- [TO DO]:
Pull from the data below each line where the word "roads" occurs, and copy it.

Records from a collection
[Start of section]

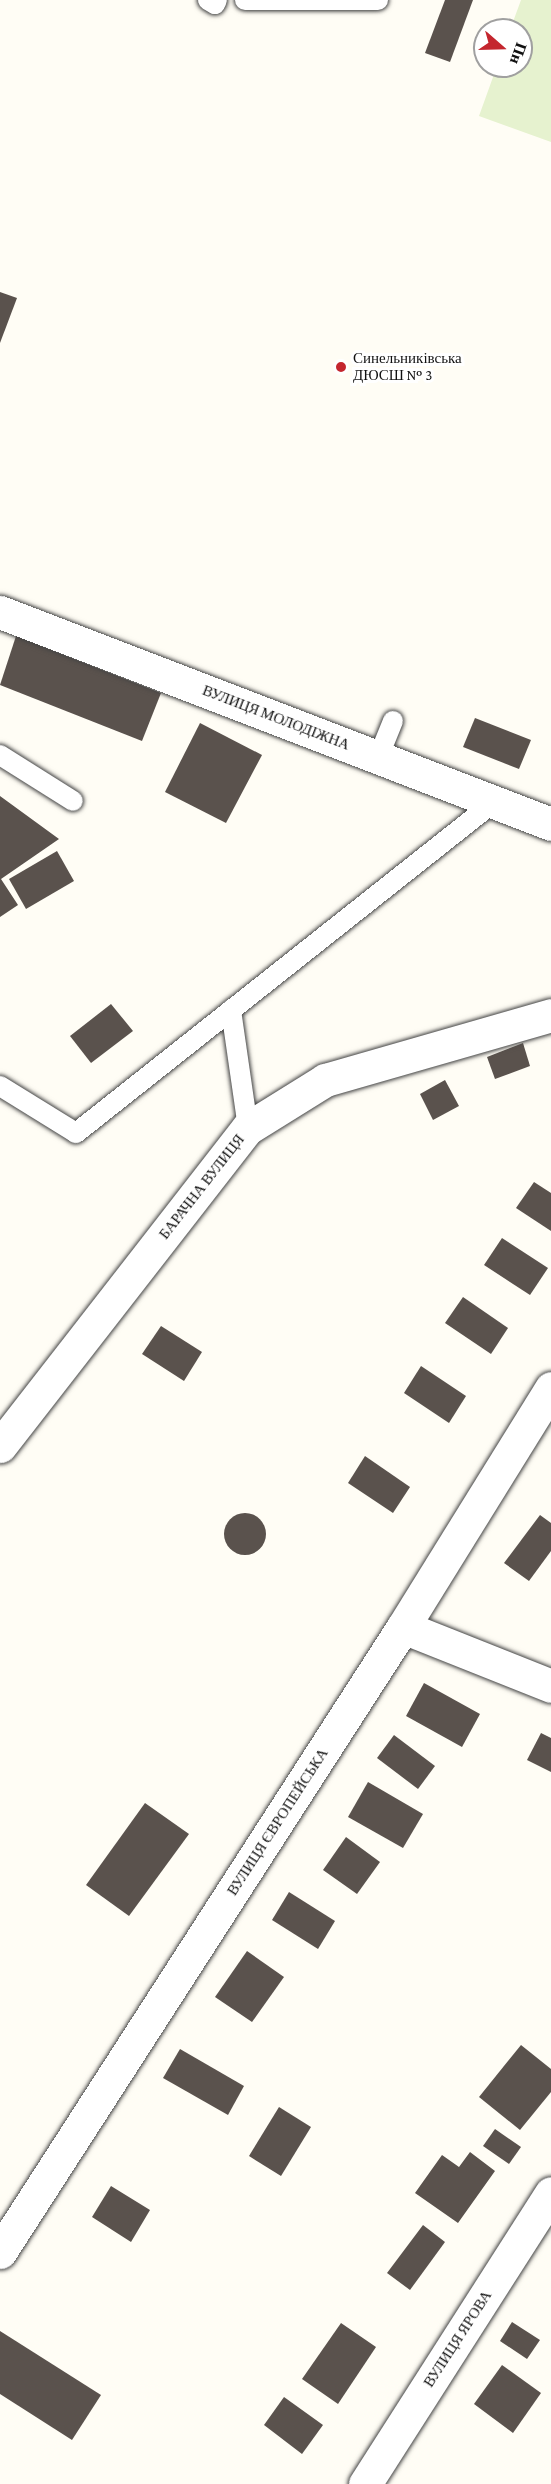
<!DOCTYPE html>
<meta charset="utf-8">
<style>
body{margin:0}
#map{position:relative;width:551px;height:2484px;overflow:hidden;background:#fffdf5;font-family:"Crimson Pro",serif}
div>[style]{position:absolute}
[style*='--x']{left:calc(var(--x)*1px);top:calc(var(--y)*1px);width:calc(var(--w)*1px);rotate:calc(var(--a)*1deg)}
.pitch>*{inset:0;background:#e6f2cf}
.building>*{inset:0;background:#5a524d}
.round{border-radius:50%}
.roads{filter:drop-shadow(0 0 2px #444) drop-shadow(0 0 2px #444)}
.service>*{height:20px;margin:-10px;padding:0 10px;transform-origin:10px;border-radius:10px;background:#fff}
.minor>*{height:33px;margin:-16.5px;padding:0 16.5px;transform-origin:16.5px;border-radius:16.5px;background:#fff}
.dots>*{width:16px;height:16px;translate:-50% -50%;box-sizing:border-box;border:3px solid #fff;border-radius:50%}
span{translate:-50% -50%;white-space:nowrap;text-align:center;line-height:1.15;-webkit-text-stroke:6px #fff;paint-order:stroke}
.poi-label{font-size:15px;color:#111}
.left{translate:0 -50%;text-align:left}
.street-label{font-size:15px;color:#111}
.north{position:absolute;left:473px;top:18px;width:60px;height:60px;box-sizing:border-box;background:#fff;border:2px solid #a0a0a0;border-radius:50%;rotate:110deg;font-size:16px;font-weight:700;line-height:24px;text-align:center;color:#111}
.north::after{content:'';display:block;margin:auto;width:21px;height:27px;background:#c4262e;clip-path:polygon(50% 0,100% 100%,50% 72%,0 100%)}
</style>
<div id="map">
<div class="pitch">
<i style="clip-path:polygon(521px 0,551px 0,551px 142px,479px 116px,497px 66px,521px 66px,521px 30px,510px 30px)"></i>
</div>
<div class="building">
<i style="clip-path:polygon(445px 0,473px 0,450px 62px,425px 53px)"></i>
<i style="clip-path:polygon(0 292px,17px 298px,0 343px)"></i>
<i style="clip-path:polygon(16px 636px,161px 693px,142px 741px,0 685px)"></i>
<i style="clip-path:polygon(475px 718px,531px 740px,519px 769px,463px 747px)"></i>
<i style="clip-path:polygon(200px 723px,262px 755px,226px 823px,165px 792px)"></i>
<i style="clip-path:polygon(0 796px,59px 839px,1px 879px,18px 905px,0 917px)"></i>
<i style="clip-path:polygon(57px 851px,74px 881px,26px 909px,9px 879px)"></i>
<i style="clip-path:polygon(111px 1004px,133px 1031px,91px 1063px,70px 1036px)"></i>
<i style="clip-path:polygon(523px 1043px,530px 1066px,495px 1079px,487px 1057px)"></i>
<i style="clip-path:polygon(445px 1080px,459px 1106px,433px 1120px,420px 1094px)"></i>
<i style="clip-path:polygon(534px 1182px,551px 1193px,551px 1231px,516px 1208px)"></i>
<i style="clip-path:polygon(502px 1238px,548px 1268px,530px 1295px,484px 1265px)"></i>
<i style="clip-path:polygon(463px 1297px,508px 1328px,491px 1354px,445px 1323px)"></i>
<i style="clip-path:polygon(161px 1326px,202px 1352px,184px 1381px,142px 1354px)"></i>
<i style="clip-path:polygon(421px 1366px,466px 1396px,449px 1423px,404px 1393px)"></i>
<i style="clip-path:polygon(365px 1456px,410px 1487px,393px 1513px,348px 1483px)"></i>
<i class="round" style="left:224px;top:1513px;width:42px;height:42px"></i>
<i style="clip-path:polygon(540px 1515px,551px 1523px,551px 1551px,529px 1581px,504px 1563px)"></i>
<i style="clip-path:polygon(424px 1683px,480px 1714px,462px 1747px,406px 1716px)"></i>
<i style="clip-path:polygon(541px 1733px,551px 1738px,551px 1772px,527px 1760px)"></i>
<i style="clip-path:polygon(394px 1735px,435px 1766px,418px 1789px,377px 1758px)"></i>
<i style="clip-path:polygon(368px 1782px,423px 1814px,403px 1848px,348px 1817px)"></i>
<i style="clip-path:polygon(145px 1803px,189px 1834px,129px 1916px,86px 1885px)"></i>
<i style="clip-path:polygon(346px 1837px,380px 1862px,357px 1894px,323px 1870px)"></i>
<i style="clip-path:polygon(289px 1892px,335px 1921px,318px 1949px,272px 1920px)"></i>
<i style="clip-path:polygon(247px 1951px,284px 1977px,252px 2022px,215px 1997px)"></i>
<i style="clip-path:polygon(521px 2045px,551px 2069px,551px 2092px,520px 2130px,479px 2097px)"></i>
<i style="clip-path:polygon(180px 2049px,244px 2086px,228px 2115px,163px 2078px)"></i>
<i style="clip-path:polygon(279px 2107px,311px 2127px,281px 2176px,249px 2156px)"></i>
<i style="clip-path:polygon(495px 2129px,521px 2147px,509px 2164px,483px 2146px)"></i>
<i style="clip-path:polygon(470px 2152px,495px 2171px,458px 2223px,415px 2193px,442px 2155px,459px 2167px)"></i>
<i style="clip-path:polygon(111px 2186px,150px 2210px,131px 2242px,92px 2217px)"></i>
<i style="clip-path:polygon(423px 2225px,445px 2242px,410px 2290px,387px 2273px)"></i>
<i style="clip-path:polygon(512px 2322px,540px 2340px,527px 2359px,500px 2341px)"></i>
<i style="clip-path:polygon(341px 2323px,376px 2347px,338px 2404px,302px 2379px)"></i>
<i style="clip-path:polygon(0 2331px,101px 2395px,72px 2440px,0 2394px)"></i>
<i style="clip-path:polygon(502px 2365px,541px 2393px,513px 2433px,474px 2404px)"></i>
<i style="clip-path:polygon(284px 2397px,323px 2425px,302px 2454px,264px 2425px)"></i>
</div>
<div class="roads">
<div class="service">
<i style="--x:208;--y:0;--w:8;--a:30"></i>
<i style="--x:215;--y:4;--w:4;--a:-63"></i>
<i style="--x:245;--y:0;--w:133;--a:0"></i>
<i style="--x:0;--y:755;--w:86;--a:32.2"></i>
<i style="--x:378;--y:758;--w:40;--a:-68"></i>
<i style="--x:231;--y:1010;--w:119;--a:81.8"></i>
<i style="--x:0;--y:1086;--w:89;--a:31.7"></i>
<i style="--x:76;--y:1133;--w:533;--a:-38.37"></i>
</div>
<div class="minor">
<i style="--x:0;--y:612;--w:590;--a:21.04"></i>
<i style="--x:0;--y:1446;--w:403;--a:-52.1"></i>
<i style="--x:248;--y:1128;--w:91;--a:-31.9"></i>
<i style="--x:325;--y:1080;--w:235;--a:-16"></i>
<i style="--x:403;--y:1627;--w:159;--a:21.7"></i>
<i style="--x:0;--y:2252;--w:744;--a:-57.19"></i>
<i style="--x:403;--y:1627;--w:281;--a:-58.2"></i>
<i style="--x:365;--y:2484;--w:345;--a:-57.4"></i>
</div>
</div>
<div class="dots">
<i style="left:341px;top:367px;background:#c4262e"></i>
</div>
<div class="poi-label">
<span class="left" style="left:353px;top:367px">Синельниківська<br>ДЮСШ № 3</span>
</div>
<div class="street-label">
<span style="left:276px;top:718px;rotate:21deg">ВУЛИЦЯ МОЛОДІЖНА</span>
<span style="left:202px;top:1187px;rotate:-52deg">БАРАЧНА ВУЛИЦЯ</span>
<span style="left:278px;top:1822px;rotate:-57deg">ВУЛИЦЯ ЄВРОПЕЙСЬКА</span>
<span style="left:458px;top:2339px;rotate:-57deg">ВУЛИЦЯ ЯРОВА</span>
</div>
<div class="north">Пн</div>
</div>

[End of section]

- [ANSWER TO THE PROBLEM]:
.roads{filter:drop-shadow(0 0 2px #444) drop-shadow(0 0 2px #444)}
<div class="roads">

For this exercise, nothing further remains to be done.